Aim of the task
Retyping the entries exactly is all that is required.
____________
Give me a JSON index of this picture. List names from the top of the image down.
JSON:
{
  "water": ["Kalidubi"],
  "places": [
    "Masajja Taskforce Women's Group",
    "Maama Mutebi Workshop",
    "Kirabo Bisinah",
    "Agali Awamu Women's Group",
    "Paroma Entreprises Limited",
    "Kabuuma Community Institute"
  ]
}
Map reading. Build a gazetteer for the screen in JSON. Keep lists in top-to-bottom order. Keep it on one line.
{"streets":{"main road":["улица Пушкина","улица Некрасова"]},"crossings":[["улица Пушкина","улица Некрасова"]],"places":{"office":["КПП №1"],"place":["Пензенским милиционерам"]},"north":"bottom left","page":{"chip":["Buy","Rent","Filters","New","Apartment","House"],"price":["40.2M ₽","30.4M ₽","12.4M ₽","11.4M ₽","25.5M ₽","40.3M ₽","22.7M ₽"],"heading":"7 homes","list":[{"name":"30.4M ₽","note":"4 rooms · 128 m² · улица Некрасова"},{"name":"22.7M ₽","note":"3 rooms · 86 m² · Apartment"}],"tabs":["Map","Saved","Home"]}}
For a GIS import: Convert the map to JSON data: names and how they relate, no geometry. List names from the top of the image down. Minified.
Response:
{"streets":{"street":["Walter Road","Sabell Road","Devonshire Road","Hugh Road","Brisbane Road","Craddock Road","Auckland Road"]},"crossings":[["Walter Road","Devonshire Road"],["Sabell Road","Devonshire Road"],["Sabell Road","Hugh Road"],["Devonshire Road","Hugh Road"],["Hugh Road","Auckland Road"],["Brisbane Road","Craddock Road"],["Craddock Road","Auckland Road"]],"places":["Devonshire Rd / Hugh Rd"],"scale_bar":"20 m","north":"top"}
____________
Task response
Give me a JSON index of this picture. List names from the top of the image down.
JSON:
{
  "water": ["Kalidubi"],
  "places": [
    "Masajja Taskforce Women's Group",
    "Maama Mutebi Workshop",
    "Kirabo Bisinah",
    "Agali Awamu Women's Group",
    "Paroma Entreprises Limited",
    "Kabuuma Community Institute"
  ]
}
Map reading. Build a gazetteer for the screen in JSON. Keep lists in top-to-bottom order. Keep it on one line.
{"streets":{"main road":["улица Пушкина","улица Некрасова"]},"crossings":[["улица Пушкина","улица Некрасова"]],"places":{"office":["КПП №1"],"place":["Пензенским милиционерам"]},"north":"bottom left","page":{"chip":["Buy","Rent","Filters","New","Apartment","House"],"price":["40.2M ₽","30.4M ₽","12.4M ₽","11.4M ₽","25.5M ₽","40.3M ₽","22.7M ₽"],"heading":"7 homes","list":[{"name":"30.4M ₽","note":"4 rooms · 128 m² · улица Некрасова"},{"name":"22.7M ₽","note":"3 rooms · 86 m² · Apartment"}],"tabs":["Map","Saved","Home"]}}
For a GIS import: Convert the map to JSON data: names and how they relate, no geometry. List names from the top of the image down. Minified.
Response:
{"streets":{"street":["Walter Road","Sabell Road","Devonshire Road","Hugh Road","Brisbane Road","Craddock Road","Auckland Road"]},"crossings":[["Walter Road","Devonshire Road"],["Sabell Road","Devonshire Road"],["Sabell Road","Hugh Road"],["Devonshire Road","Hugh Road"],["Hugh Road","Auckland Road"],["Brisbane Road","Craddock Road"],["Craddock Road","Auckland Road"]],"places":["Devonshire Rd / Hugh Rd"],"scale_bar":"20 m","north":"top"}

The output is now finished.